In the entries below, find every line holding the string "Read" and collect it.
◇ ◇ ◇ ◇ ◇ ◇ ◇
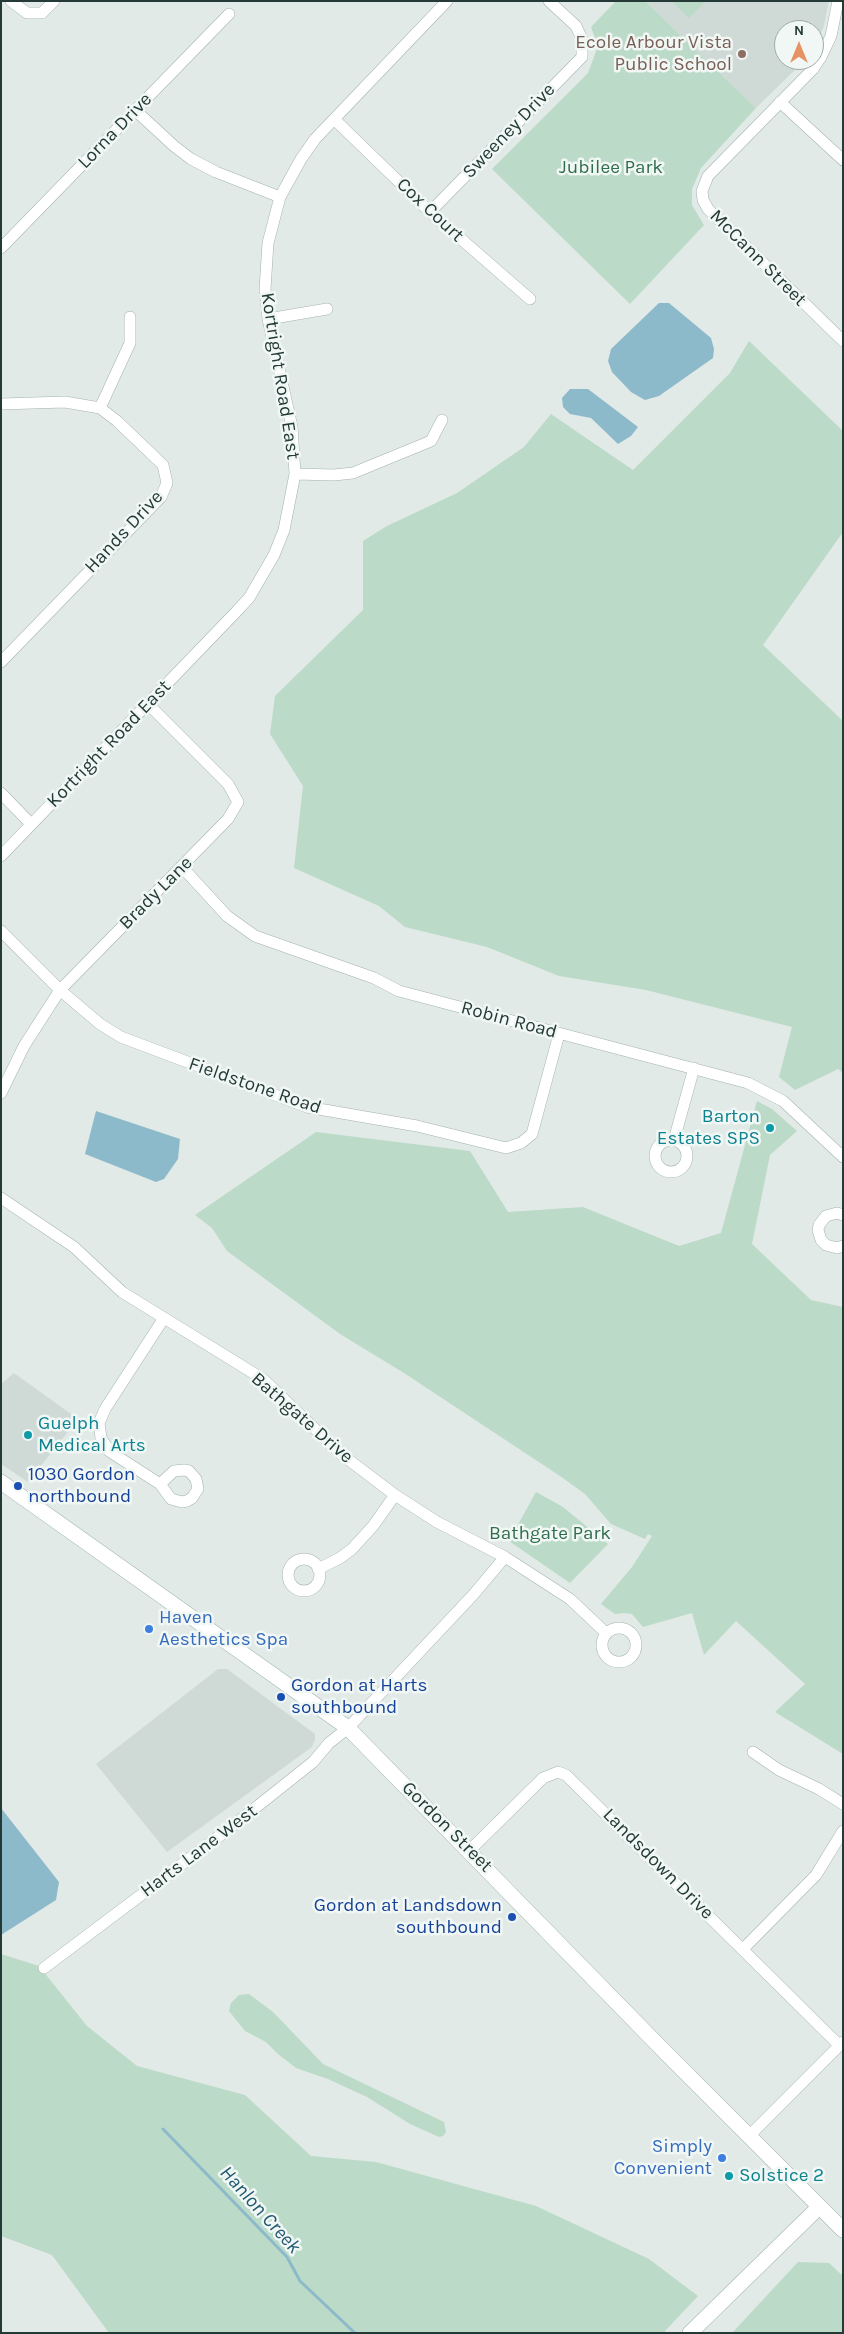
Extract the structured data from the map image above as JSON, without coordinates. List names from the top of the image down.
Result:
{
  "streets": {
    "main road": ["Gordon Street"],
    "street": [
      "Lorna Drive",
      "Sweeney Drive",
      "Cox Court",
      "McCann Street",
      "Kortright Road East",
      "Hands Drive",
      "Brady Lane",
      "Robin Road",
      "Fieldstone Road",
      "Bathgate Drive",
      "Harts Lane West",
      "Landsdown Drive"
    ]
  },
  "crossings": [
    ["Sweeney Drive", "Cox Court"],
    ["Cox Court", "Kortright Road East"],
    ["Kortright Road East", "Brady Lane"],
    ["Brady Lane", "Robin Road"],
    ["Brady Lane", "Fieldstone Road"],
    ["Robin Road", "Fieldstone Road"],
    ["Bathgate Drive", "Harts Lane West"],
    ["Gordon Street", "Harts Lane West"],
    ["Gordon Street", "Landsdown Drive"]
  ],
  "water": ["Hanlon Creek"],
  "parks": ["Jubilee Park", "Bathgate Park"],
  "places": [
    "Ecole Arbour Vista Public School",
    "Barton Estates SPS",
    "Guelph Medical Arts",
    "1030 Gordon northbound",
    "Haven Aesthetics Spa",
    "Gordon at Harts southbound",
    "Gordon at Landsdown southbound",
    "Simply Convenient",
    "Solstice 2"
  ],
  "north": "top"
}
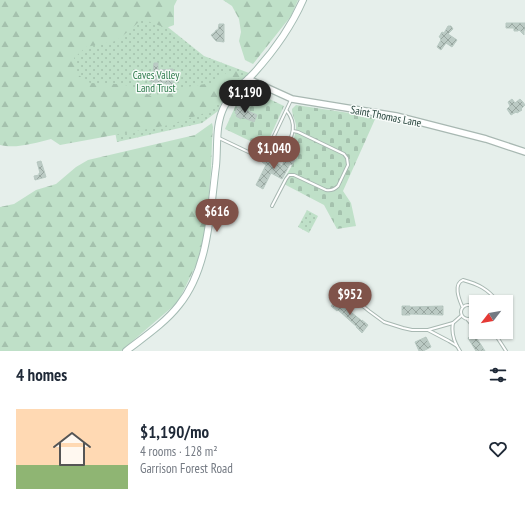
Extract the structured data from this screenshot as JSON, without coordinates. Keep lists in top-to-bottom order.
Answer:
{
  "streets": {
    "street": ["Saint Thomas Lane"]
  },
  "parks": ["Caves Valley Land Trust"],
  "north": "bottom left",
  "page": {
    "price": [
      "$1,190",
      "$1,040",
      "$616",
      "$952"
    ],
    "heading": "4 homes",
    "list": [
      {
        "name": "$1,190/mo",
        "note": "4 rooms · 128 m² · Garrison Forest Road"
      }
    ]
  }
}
◇ ◇ ◇ ◇ ◇ ◇ ◇
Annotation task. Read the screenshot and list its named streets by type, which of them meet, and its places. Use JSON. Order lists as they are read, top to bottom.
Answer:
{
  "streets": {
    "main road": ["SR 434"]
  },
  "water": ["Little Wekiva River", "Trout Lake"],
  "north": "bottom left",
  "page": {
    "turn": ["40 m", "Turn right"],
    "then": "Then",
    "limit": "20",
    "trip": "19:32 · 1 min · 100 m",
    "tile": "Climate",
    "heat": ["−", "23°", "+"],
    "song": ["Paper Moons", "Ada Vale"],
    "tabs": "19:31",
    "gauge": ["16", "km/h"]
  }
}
◇ ◇ ◇ ◇ ◇ ◇ ◇
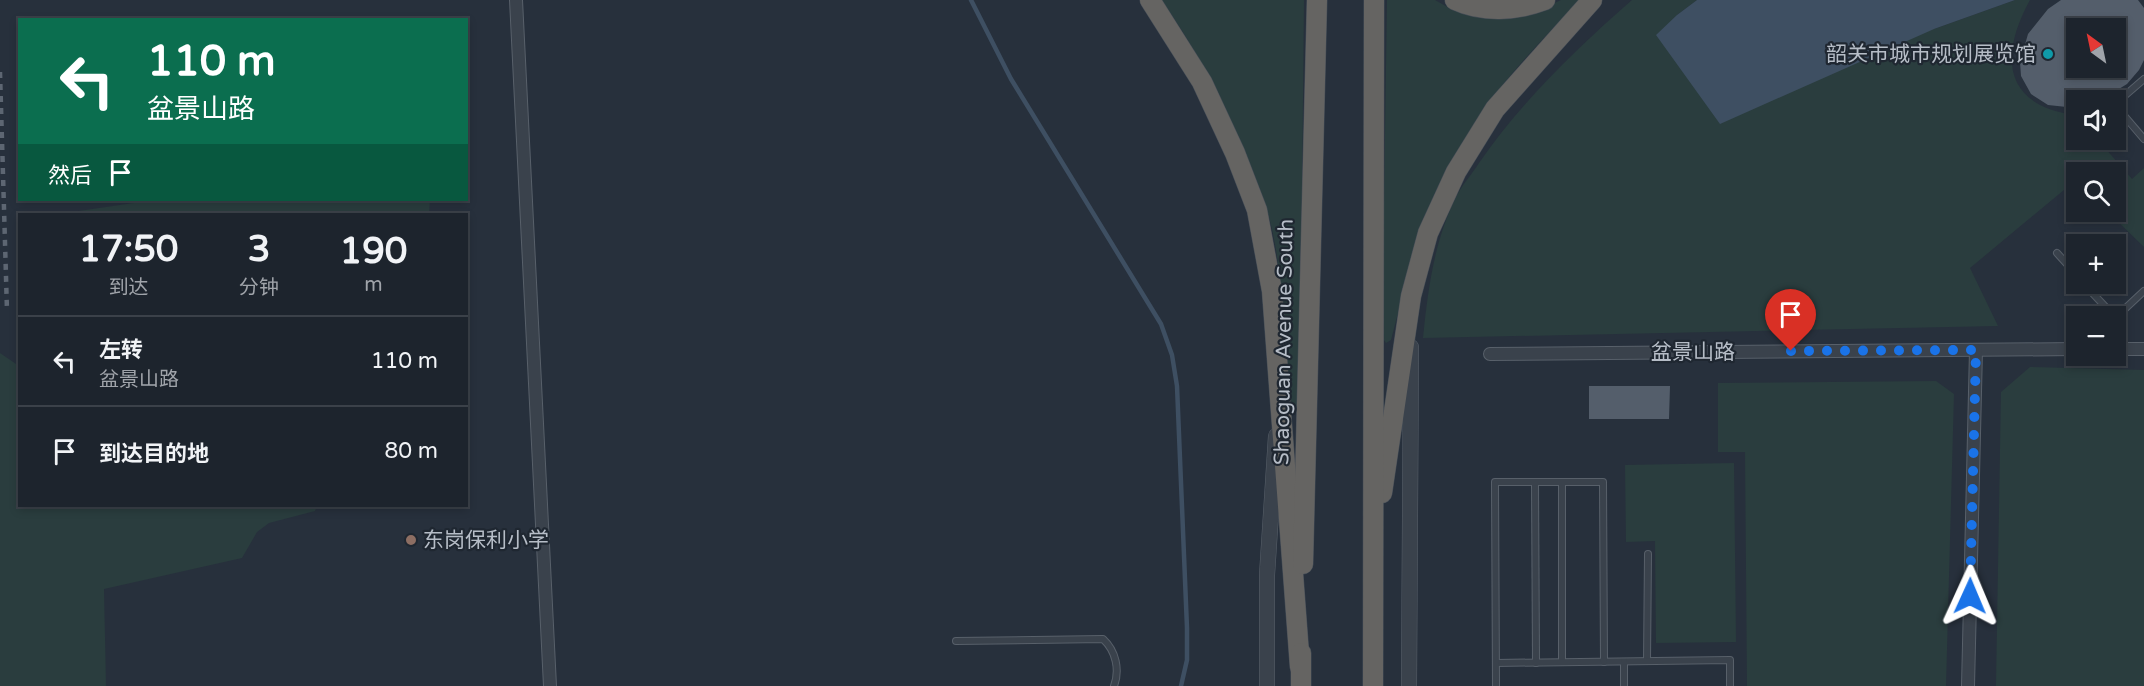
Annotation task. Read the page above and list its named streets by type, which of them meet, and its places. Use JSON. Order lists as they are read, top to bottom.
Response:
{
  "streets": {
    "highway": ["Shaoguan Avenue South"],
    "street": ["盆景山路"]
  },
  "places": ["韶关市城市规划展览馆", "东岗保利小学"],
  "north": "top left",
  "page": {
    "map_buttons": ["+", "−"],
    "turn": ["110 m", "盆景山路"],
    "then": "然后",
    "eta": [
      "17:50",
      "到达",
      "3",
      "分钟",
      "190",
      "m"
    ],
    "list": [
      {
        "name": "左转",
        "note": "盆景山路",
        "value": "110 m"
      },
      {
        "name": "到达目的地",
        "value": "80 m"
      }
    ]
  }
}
◇ ◇ ◇ ◇ ◇ ◇ ◇
- **Answer area**
Annotation task. Read the screenshot and list its named streets by type, which of them meet, and its places. Use JSON. Order lists as they are read, top to bottom.
Annotation task. Read the page above and list its named streets by type, which of them meet, and its places. Use JSON. Order lists as they are read, top to bottom.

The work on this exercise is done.